Start of Data for processing
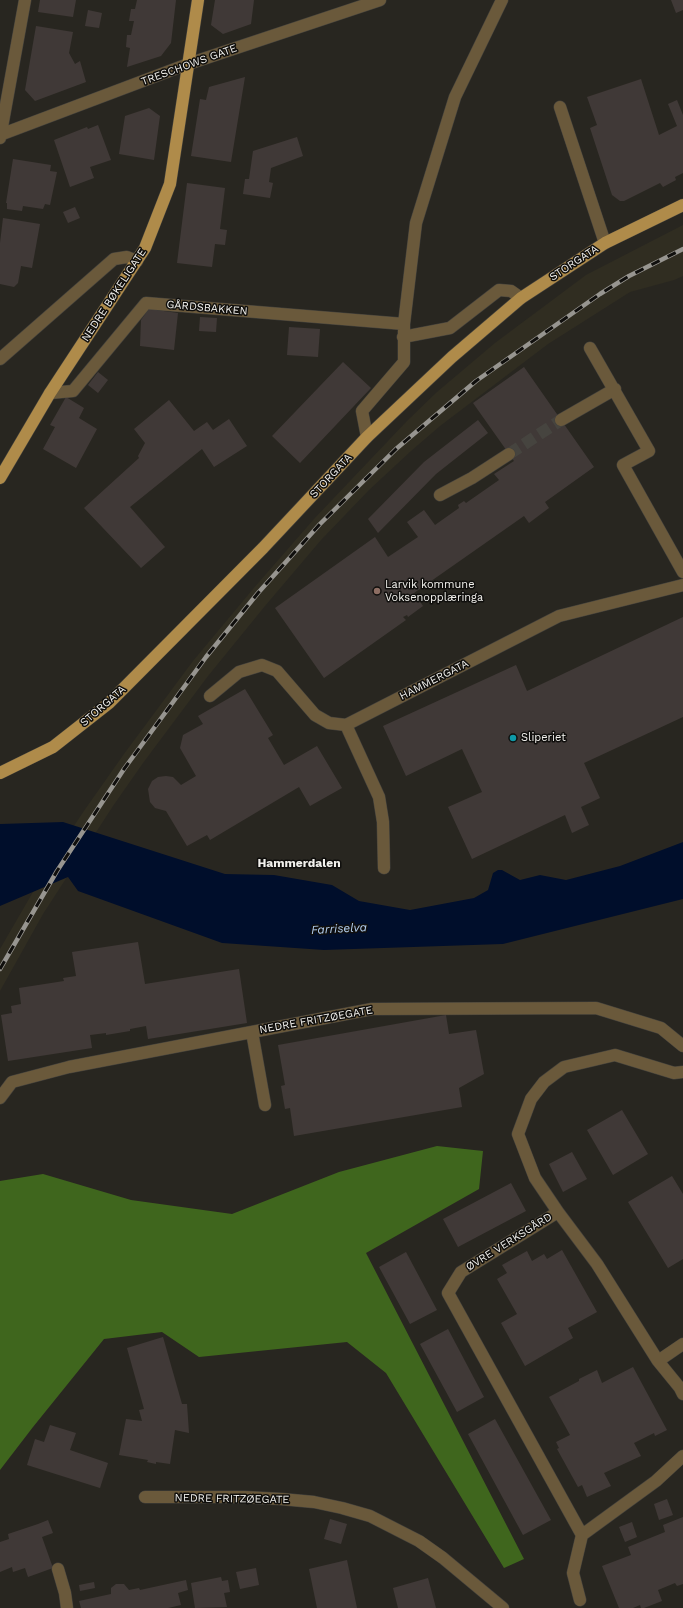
<!DOCTYPE html>
<html>
<head>
<meta charset="utf-8">
<style>
  body { margin:0 }
  canvas { display:block; background:#282620 }
</style>
</head>
<body>
<canvas width="683" height="1608"></canvas>
<script>
const g = document.querySelector('canvas').getContext('2d');
g.lineJoin = 'round';
function paint(path, color) { g.fillStyle = color; g.fill(path, 'evenodd'); }
const shape = rows => new Path2D(rows.map(r => 'M' + r).join(''));
function trace(path, color, width, dash) { g.strokeStyle = color; g.lineWidth = width; g.lineCap = dash ? 'butt' : 'round'; g.setLineDash(dash || []); g.stroke(path); }
function drawText(font, color, halo, rows, align = 'center') {
  g.font = font + ' "Work Sans",sans-serif'; g.lineWidth = 3; g.setLineDash([]); g.textBaseline = 'middle'; g.strokeStyle = halo; g.fillStyle = color; for (const [text, x, y, turn = 0] of rows) {
    g.save(); g.translate(x, y); g.rotate((+turn || 0) * Math.PI / 180); g.textAlign = isNaN(turn) ? turn : align; if (halo) g.strokeText(text, 0, 0); g.fillText(text, 0, 0); g.restore();
  }
}
paint(shape([
  [683,225,683,276,674,280,630,292,548,344,440,426,411,451,369,490,321,540,265,606,208,676,143,763,113,806,43,914,0,991,0,949,55,854,86,808,124,754,193,661,253,589,314,519,407,421,437,392,495,343,586,275]
]), '#302d21');
paint(shape([
  [437,1146,483,1151,479,1189,366,1253,524,1559,504,1568,386,1373,347,1342,199,1357,162,1332,104,1339,33,1427,0,1470,0,1181,43,1174,131,1200,232,1214,339,1172]
]), '#3f661d');
paint(shape([
  [63,822,225,874,274,875,332,885,359,901,410,910,474,898,488,890,493,873,498,870,502,870,520,880,540,875,566,880,620,866,683,842,683,899,503,944,324,950,222,943,78,891,68,877,0,906,0,824]
]), '#000e2b');
paint(shape([
  [40,0,76,0,73,17,38,12],
  [137,0,176,0,171,43,161,56,127,67,130,48,126,47,127,35,131,35,134,21,129,21,131,9,135,9],
  [215,0,254,0,251,24,223,34,211,25],
  [671,0,683,0,683,10,676,13],
  [88,10,102,13,99,28,85,26],
  [36,26,73,32,69,53,75,64,80,61,86,82,35,101,25,90],
  [245,77,231,162,191,156,200,99,206,100,209,87],
  [641,79,659,135,677,126,668,104,677,100,683,115,683,173,675,177,676,180,663,187,660,183,624,201,620,201,612,195,590,128,597,125,587,97],
  [149,108,160,116,154,160,119,154,125,116],
  [98,125,111,160,90,167,94,178,70,187,54,140,87,127,88,129],
  [297,137,303,156,271,168,269,182,273,183,270,198,243,194,245,179,249,179,253,151],
  [13,159,51,165,50,171,57,172,50,205,45,204,43,209,23,206,22,211,7,209,7,203,6,203],
  [187,183,225,188,220,229,227,230,225,245,215,244,212,267,177,263],
  [75,207,80,218,68,223,63,212],
  [3,218,40,224,32,268,21,266,18,283,14,287,0,284,0,243],
  [149,309,178,313,174,350,140,346,141,320],
  [200,317,217,318,216,332,199,331],
  [289,327,320,329,318,357,287,355],
  [343,362,371,388,300,463,272,436],
  [524,367,594,467,545,502,549,508,529,523,524,516,414,593,423,606,408,617,407,615,403,617,406,620,324,678,275,608,375,537,388,557,418,537,407,522,424,510,435,525,459,508,458,505,464,501,466,503,499,480,494,474,514,461,473,403],
  [98,372,108,380,98,393,88,385],
  [66,397,84,408,79,418,97,429,76,468,43,449,55,427,50,425],
  [169,400,194,431,207,422,213,430,229,419,247,446,214,467,202,449,130,507,165,547,141,568,84,508,139,458,138,456,145,443,134,429],
  [478,420,488,433,436,474,378,533,368,519,424,462],
  [683,617,683,717,584,763,600,798,581,807,589,825,572,833,565,815,472,859,448,807,482,792,462,749,406,776,383,726,516,665,527,691],
  [245,689,273,735,268,738,284,765,317,746,342,788,310,806,299,787,210,840,207,835,187,846,166,811,155,808,150,802,148,789,152,781,158,777,166,776,173,777,181,785,196,776,180,748,183,735,203,724,198,716],
  [138,942,145,984,239,969,247,1023,148,1039,146,1026,130,1029,130,1031,106,1035,106,1033,90,1035,92,1048,8,1061,1,1015,12,1013,11,1006,21,1004,19,988,64,981,63,978,76,976,72,952],
  [446,1015,449,1034,476,1030,484,1074,459,1088,462,1107,294,1136,290,1108,285,1109,281,1086,285,1085,278,1045],
  [622,1110,648,1154,613,1175,587,1130],
  [572,1152,587,1179,563,1192,549,1164],
  [672,1176,683,1194,683,1259,668,1268,628,1202],
  [511,1183,526,1211,458,1247,443,1219],
  [562,1250,597,1312,568,1328,573,1338,525,1366,501,1323,517,1314,497,1279,507,1273,502,1265,527,1251,532,1261,544,1254,547,1259],
  [406,1252,437,1310,410,1324,379,1267],
  [448,1329,484,1397,457,1412,420,1344],
  [163,1337,182,1404,187,1404,189,1433,175,1430,170,1464,156,1462,156,1464,147,1462,148,1460,119,1455,126,1419,142,1421,139,1410,144,1409,127,1348],
  [633,1367,667,1430,655,1436,654,1433,634,1443,641,1456,604,1473,611,1486,587,1497,582,1485,578,1487,557,1449,559,1448,556,1442,570,1435,549,1397,579,1381,579,1379,597,1370,602,1383],
  [495,1419,551,1520,523,1535,468,1434],
  [50,1425,76,1433,70,1450,108,1463,100,1488,27,1465,35,1439,44,1442],
  [667,1499,673,1515,659,1520,654,1504],
  [683,1517,683,1584,677,1586,675,1583,658,1590,662,1601,644,1608,641,1608,640,1605,633,1608,619,1608,602,1566,631,1555,628,1547,665,1532,663,1525],
  [330,1519,347,1524,341,1544,324,1539],
  [48,1520,53,1533,42,1537,53,1568,28,1577,25,1568,13,1572,12,1567,0,1572,0,1542,9,1539,8,1534,38,1524],
  [632,1522,637,1537,625,1542,619,1527],
  [347,1560,357,1608,317,1608,309,1569],
  [256,1568,259,1585,240,1589,236,1572],
  [221,1577,222,1581,228,1580,230,1592,224,1593,227,1607,195,1608,191,1583],
  [428,1578,436,1608,398,1608,393,1588],
  [186,1580,188,1590,178,1593,181,1605,168,1608,81,1608,79,1601,111,1594,111,1588,116,1584,124,1584,129,1590,139,1588,140,1590],
  [94,1582,95,1588,80,1591,79,1585]
]), '#403937');
trace(shape([
  [509,454,561,420]
]), '#46443f', 12, [12, 6]);
const minor = shape([
  [560,107,605,243],
  [0,135,188,64,380,0],
  [0,138,25,0],
  [403,337,450,328,499,290,511,291,521,298],
  [590,348,649,451,623,465,683,572],
  [0,359,114,259,127,257,137,261],
  [50,393,73,391,146,303,404,324],
  [561,420,615,389],
  [367,437,362,411,404,362,404,324,416,223,455,97,502,0],
  [440,495,472,478,509,454],
  [210,696,239,672,262,665,277,671,315,715,329,723,346,725,559,616,683,585],
  [346,725,379,797,383,822,384,868],
  [252,1032,265,1105],
  [683,1072,674,1073,615,1055,564,1067,544,1082,531,1099,518,1134,535,1178,558,1212,597,1264,658,1361,680,1388,683,1394],
  [0,1098,12,1082,69,1067,372,1009,596,1008,661,1028,683,1046],
  [558,1212,461,1272,448,1293,582,1535,573,1573,580,1600],
  [658,1361,683,1344],
  [145,1497,244,1497,281,1499,314,1502,342,1508,370,1516,419,1541,443,1558,503,1608],
  [582,1535,656,1481,683,1456],
  [58,1569,65,1593,67,1608]
]);
const major = shape([
  [0,478,50,393,145,248,170,184,198,0],
  [0,773,53,747,109,703,263,548,367,437,452,357,521,298,605,243,683,205]
]);
trace(minor, '#44423d', 13);
trace(major, '#44423d', 13);
trace(minor, '#6a593b', 12);
trace(major, '#af8b4a', 12);
const rail = shape([
  [0,969,57,871,124,769,206,657,258,593,320,524,396,449,476,381,600,294,629,276,683,249]
]);
trace(rail, '#979590', 4.5);
trace(rail, '#100f0d', 3, [9]);
for (const [x, y, r, color] of [
  [377,591,4,"#8d6e63"],
  [513,738,4,"#0f9aa8"]
]) { const dot = new Path2D(); dot.arc(x, y, r, 0, 2 * Math.PI); g.fillStyle = color; g.fill(dot); trace(dot, '#100f0d', 1.5); }
drawText('11px', '#f2f1ed', '#100f0d', [
  ["TRESCHOWS GATE",189,65,-20],
  ["STORGATA",574,263,-33],
  ["NEDRE BØKELIGATE",114,295,-57],
  ["GÅRDSBAKKEN",207,308,5],
  ["STORGATA",331,476,-47],
  ["HAMMERGATA",434,680,-27],
  ["STORGATA",103,706,-41],
  ["NEDRE FRITZØEGATE",316,1020,-10],
  ["ØVRE VERKSGÅRD",509,1242,-32],
  ["NEDRE FRITZØEGATE",232,1499,1]
]);
drawText('11px', '#f2f1ed', '#100f0d', [
  ["Larvik kommune",385,585],
  ["Voksenopplæringa",385,598],
  ["Sliperiet",521,738]
], 'left');
drawText('bold 12px', '#f2f1ed', '#100f0d', [
  ["Hammerdalen",299,863]
]);
drawText('italic 12px', '#b3cff1', '#100f0d', [
  ["Farriselva",339,929,-3]
]);
</script>
</body>
</html>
End of Data for processing
▸ Required work:
Search each line of the data above for "Math", and copy the lines where it occurs.

▸ Answer to the exercise:
    g.save(); g.translate(x, y); g.rotate((+turn || 0) * Math.PI / 180); g.textAlign = isNaN(turn) ? turn : align; if (halo) g.strokeText(text, 0, 0); g.fillText(text, 0, 0); g.restore();
]) { const dot = new Path2D(); dot.arc(x, y, r, 0, 2 * Math.PI); g.fillStyle = color; g.fill(dot); trace(dot, '#100f0d', 1.5); }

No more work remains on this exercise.